Work to complete. For the word "stream", count the lines of the records that hold it, and give only that number.

Collected data:

____

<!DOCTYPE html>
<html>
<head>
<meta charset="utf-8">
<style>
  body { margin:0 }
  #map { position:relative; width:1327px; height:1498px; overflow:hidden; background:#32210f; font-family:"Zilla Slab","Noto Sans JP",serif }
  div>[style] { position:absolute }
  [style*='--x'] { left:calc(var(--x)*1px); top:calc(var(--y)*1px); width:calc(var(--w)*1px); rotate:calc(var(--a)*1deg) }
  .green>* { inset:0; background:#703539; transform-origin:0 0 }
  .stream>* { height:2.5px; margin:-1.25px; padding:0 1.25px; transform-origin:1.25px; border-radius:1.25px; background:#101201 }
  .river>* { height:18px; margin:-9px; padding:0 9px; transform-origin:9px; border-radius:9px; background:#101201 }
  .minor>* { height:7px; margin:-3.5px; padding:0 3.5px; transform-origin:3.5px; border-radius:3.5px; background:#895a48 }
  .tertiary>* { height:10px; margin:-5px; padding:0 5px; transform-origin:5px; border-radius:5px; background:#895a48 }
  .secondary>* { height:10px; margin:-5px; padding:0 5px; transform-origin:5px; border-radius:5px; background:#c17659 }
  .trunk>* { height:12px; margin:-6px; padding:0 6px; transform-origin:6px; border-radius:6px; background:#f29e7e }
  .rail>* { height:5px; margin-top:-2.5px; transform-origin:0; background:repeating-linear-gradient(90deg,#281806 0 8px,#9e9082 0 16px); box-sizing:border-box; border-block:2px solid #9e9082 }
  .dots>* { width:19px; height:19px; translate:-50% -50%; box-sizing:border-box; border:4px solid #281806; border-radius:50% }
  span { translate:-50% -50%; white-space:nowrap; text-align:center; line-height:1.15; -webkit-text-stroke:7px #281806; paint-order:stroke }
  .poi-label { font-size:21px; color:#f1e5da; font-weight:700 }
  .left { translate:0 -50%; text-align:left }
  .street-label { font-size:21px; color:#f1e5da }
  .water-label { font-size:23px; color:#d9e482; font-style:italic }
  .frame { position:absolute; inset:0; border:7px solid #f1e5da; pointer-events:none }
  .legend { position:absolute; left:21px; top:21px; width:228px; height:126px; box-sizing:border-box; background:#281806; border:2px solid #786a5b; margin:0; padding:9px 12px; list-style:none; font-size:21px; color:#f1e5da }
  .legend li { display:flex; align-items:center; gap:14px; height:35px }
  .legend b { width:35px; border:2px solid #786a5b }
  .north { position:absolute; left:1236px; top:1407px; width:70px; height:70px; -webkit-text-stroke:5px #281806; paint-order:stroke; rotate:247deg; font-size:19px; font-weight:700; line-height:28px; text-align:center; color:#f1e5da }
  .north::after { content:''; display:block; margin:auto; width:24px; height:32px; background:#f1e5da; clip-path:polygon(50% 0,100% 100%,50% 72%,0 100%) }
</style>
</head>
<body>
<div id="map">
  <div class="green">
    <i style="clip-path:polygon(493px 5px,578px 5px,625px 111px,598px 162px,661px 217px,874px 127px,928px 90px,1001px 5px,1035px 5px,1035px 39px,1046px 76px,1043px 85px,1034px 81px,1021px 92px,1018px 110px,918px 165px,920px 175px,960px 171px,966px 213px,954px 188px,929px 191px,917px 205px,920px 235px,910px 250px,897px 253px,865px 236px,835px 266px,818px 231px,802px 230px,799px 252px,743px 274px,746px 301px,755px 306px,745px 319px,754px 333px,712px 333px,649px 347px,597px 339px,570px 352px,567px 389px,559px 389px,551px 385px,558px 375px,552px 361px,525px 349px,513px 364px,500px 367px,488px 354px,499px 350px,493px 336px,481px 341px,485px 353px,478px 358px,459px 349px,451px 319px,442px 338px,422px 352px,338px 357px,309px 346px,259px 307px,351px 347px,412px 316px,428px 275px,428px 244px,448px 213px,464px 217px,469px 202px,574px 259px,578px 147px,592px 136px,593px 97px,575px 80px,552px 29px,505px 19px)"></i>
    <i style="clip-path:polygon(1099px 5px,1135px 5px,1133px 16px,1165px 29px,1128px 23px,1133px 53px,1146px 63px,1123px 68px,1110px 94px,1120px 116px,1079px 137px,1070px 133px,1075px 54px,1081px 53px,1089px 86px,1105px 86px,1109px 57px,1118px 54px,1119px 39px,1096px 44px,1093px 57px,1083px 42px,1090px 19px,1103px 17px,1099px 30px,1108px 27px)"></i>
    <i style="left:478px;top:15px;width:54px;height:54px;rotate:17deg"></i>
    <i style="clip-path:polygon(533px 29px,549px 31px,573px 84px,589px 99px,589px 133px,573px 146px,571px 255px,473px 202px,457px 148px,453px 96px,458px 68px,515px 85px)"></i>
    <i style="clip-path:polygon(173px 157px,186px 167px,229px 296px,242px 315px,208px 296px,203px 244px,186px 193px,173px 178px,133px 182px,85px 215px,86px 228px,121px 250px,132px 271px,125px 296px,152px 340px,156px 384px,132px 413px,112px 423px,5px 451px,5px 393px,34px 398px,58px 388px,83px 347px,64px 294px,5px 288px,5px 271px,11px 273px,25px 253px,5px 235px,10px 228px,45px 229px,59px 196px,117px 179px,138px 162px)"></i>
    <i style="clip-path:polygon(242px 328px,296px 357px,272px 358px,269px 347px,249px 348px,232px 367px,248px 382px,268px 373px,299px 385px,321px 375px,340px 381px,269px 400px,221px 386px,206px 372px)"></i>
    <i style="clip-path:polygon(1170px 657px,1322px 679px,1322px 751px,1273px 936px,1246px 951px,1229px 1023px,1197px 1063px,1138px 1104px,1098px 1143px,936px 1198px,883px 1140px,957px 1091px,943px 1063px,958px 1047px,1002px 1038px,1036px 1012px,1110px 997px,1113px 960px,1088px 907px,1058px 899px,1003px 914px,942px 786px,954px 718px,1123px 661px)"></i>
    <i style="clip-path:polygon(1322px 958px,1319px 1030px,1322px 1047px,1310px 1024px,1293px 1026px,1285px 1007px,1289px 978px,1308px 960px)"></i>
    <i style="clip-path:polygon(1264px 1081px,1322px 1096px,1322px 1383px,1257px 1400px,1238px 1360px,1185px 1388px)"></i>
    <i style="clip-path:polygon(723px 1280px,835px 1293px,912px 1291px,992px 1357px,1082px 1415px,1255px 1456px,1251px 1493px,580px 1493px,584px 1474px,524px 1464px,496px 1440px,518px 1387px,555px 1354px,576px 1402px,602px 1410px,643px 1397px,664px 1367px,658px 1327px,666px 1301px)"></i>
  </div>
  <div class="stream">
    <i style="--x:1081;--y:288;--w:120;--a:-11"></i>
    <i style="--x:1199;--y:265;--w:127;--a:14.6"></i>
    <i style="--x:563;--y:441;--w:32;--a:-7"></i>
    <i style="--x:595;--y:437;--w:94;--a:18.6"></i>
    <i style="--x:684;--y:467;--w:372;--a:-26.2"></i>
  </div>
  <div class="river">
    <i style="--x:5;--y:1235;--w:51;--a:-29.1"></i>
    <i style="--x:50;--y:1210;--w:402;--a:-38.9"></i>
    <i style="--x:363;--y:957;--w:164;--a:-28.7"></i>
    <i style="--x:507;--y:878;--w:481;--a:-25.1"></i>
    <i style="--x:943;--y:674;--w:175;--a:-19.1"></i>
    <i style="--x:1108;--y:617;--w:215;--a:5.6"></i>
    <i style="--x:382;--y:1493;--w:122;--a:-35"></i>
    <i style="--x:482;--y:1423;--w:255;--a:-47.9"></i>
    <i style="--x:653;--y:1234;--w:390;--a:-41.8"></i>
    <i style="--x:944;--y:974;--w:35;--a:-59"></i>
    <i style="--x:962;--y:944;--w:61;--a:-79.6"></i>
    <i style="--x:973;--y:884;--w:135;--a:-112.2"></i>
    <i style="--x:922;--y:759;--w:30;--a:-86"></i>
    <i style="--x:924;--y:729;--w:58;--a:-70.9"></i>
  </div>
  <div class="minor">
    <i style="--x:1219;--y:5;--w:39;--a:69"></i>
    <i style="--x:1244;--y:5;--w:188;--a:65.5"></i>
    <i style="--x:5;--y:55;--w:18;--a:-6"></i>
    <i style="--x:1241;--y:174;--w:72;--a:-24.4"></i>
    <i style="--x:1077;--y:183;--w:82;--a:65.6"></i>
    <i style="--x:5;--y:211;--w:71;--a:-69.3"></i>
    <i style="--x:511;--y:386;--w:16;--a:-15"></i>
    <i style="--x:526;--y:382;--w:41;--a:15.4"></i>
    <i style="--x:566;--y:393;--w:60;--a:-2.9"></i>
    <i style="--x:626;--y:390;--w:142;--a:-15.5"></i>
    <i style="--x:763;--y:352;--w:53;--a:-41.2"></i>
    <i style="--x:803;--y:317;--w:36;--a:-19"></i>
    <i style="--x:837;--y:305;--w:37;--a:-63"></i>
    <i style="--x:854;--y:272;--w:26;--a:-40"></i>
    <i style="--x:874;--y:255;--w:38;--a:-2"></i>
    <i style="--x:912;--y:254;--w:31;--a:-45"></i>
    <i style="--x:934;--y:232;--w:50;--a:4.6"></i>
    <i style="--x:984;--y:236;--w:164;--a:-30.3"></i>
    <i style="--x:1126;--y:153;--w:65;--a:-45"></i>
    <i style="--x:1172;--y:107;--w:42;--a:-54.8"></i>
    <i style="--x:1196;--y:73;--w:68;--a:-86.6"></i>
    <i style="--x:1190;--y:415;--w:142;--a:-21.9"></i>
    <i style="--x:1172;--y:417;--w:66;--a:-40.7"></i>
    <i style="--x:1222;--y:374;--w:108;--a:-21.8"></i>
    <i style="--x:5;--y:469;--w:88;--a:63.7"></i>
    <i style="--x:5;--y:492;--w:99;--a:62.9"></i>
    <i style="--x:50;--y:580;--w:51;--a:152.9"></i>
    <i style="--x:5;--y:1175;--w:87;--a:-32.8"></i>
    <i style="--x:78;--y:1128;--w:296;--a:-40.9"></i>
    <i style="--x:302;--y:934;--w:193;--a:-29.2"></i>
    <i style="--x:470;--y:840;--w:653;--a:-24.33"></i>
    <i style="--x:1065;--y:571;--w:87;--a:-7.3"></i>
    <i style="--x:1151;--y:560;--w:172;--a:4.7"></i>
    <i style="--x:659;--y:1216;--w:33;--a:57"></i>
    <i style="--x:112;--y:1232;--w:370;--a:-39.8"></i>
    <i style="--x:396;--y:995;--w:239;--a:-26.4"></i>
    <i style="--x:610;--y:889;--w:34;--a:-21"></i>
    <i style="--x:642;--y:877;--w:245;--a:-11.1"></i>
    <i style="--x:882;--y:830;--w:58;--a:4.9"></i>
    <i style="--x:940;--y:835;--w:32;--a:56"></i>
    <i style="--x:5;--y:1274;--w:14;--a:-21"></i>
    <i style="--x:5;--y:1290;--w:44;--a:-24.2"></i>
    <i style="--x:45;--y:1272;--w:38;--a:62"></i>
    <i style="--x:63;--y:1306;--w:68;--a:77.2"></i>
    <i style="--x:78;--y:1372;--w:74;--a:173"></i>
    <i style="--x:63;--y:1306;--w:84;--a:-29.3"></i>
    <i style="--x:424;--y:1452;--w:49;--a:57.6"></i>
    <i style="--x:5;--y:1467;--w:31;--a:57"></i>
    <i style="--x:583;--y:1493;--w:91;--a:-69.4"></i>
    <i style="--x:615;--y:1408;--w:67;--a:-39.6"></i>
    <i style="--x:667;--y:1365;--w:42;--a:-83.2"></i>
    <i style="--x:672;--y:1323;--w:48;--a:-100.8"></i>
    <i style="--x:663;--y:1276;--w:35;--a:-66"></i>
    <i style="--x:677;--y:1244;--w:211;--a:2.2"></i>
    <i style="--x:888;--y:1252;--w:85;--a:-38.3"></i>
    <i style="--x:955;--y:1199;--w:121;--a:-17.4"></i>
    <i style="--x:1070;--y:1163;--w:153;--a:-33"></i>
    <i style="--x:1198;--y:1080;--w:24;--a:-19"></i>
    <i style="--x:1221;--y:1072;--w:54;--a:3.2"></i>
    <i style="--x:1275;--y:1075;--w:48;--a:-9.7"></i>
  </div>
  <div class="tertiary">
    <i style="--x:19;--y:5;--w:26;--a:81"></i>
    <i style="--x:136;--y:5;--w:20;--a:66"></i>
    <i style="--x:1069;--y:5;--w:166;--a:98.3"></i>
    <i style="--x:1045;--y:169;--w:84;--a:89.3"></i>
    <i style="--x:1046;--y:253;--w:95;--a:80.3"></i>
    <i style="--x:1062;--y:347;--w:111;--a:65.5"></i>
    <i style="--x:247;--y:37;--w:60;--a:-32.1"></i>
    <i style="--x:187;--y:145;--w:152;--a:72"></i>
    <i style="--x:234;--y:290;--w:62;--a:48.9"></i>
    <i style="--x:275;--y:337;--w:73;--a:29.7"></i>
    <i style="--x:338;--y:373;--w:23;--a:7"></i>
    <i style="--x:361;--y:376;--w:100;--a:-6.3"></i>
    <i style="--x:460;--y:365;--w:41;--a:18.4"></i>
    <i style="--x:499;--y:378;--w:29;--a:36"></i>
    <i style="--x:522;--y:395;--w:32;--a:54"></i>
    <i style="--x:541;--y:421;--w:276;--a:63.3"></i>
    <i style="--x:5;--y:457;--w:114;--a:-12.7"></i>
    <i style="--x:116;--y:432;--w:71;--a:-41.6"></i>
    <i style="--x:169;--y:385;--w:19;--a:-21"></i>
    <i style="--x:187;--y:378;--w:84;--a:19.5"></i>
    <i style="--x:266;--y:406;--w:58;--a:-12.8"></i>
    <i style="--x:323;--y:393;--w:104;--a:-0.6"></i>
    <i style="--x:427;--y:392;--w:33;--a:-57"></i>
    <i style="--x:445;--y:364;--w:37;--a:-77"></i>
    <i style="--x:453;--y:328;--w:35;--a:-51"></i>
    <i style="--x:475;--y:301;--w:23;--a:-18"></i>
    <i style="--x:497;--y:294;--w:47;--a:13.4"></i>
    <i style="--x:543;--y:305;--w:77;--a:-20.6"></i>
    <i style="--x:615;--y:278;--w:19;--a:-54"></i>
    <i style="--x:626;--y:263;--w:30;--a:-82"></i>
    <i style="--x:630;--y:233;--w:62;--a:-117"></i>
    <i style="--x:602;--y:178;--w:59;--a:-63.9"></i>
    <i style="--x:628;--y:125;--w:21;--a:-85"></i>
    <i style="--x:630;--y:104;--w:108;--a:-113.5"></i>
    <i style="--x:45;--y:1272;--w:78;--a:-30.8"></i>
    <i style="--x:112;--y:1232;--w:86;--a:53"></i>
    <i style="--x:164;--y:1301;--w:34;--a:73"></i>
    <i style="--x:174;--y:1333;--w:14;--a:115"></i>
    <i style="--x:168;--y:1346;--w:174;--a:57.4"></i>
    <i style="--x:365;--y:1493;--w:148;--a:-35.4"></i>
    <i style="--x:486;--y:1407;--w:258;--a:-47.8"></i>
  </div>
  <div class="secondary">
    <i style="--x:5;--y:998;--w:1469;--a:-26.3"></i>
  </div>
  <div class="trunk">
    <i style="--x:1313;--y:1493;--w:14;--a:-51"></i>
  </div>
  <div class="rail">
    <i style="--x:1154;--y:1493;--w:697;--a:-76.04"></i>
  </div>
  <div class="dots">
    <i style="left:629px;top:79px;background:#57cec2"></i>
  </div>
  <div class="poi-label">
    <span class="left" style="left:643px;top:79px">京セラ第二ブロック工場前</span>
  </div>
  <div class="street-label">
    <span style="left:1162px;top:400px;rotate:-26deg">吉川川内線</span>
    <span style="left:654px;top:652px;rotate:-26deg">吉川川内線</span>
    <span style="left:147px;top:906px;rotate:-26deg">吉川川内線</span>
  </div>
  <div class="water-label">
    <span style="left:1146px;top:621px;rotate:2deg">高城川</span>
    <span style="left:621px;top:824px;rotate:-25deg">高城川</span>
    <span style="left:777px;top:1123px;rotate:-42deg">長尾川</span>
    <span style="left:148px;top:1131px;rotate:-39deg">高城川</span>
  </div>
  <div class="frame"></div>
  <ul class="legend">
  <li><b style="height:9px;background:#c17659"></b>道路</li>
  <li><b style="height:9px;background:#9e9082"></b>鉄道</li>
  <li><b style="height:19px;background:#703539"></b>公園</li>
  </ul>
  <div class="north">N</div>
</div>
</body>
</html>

____

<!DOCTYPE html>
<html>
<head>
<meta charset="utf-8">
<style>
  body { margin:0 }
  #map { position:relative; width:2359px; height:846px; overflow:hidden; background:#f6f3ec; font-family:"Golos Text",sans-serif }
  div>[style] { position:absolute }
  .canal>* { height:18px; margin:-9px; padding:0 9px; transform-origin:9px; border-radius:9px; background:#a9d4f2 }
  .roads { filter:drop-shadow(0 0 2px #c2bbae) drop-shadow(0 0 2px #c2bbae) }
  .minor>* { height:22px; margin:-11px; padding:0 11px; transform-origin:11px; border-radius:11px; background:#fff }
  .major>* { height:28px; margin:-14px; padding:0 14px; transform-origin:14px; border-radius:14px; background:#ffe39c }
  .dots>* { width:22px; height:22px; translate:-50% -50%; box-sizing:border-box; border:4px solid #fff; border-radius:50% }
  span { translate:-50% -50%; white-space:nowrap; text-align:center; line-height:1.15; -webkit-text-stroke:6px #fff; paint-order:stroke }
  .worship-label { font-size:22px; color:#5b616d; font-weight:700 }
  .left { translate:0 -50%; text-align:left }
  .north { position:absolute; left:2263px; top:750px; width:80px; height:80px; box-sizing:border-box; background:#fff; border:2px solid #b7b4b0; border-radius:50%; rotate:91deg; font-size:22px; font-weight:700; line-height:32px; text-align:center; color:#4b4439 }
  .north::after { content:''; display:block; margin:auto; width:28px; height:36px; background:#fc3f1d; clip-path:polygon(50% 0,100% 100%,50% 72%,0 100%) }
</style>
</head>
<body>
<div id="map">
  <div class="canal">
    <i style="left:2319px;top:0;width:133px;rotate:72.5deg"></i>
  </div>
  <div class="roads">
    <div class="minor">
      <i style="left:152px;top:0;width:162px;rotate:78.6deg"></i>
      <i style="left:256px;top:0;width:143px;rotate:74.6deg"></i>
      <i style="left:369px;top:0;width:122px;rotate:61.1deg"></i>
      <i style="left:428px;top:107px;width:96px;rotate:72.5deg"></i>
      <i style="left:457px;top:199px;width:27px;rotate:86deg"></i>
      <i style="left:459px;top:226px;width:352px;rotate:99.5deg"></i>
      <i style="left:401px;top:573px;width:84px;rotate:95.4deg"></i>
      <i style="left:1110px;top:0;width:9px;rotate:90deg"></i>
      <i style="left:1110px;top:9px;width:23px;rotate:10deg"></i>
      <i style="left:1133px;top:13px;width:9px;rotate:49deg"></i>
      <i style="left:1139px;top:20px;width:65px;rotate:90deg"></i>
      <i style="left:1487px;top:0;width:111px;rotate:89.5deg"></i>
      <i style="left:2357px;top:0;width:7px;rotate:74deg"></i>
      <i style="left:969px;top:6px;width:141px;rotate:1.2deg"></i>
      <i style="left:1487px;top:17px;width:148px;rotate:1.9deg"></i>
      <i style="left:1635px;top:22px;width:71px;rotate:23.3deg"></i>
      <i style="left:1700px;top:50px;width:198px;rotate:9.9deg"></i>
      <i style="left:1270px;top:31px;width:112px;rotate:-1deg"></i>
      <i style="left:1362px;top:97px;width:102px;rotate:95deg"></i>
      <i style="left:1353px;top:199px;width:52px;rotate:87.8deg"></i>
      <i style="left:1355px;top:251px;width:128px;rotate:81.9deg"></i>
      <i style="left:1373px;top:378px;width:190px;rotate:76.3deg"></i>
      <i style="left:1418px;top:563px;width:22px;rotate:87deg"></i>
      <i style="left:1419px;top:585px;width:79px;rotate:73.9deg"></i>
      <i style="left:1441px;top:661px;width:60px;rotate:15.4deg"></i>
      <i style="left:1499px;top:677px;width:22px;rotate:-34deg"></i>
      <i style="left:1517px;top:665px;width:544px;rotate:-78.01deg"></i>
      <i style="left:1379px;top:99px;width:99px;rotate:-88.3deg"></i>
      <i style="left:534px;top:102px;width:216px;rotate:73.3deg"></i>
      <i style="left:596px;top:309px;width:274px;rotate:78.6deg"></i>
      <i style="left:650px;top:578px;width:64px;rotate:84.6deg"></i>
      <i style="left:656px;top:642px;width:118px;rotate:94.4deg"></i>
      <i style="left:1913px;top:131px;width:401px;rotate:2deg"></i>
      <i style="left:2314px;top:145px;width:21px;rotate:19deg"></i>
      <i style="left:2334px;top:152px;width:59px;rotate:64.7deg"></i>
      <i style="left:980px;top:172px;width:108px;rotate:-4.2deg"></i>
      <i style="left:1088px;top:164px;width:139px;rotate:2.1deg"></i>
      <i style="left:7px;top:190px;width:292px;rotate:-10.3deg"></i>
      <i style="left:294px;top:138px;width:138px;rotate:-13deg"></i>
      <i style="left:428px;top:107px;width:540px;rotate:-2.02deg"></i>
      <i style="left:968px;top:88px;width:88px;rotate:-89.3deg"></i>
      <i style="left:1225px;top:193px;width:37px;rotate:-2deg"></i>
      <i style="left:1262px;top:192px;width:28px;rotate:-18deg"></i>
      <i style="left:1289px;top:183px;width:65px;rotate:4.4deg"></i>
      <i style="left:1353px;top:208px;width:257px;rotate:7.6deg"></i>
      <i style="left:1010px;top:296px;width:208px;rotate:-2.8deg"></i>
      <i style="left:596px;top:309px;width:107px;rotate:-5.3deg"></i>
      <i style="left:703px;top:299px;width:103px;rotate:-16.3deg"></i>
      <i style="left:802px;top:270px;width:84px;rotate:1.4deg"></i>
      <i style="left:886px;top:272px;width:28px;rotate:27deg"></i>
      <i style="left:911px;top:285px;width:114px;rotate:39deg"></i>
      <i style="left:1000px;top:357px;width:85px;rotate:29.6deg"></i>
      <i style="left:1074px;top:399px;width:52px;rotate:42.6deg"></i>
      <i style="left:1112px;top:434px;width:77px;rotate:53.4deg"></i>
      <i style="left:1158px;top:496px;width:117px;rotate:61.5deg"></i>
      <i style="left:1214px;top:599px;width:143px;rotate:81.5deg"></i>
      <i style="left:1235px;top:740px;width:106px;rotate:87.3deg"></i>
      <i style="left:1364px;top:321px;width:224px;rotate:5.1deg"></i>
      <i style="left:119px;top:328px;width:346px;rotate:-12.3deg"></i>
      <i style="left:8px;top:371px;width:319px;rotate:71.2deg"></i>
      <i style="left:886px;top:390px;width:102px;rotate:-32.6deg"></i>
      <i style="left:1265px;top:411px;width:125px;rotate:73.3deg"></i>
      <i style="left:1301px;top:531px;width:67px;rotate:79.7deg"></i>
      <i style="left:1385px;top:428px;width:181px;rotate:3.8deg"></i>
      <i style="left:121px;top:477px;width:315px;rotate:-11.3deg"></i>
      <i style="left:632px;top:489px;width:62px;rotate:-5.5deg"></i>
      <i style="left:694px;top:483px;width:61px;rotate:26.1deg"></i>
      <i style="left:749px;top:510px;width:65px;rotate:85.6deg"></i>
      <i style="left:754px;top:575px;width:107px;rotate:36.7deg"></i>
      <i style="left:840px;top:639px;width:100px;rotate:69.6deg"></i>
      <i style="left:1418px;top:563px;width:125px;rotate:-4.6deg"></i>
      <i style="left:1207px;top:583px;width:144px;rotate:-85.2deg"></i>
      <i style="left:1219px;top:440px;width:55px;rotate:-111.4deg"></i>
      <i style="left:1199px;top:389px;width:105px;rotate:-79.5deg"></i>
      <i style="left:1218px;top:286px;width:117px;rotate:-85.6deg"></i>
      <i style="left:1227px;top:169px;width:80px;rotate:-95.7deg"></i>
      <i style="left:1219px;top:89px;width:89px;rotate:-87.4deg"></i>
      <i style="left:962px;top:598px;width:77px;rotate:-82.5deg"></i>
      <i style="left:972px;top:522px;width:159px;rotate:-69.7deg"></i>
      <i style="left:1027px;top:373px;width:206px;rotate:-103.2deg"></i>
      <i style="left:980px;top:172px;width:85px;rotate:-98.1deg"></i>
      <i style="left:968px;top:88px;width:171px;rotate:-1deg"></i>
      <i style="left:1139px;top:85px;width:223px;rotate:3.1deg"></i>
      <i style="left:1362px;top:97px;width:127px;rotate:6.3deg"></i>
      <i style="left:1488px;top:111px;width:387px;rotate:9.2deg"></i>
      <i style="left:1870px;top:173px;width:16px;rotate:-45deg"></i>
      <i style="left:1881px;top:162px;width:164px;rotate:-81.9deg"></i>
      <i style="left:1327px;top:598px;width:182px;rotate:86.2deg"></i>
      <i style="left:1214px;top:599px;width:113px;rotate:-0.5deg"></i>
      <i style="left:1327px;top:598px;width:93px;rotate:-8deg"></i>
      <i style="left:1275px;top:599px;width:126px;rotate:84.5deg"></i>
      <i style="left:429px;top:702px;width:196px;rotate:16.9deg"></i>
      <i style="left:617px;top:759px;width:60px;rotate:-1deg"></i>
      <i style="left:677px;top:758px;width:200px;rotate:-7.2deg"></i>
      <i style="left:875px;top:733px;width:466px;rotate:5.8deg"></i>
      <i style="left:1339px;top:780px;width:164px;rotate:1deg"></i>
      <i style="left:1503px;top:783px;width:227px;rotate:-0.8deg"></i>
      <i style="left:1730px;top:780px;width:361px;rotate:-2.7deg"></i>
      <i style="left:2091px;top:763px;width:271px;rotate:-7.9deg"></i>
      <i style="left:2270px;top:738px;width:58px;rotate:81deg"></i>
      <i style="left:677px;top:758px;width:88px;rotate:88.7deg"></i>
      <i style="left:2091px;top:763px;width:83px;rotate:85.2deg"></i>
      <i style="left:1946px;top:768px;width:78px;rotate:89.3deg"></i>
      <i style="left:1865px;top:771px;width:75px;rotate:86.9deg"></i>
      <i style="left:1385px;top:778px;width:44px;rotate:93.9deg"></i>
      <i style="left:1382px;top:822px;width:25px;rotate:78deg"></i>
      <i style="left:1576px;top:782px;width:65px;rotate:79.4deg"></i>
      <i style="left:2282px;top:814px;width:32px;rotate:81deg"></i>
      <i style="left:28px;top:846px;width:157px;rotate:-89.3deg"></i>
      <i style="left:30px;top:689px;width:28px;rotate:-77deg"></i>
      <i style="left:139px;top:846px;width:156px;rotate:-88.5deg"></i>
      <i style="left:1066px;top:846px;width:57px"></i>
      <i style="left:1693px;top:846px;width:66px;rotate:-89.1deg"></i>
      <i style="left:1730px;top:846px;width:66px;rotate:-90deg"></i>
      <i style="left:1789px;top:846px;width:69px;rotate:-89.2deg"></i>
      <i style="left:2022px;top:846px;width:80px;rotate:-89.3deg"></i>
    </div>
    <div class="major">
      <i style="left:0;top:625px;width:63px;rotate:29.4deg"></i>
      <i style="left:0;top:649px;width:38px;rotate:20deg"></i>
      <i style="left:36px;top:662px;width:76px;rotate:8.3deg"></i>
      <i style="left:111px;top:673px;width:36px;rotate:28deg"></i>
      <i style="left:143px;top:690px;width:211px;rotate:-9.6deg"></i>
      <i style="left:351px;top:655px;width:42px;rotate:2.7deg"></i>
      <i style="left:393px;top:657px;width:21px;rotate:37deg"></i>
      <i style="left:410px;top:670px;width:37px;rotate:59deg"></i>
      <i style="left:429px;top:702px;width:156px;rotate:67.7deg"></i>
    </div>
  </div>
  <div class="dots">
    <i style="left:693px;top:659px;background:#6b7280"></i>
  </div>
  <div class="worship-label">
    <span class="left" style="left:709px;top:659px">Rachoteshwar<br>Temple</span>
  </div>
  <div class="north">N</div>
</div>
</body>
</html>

____

Exercise answer. 2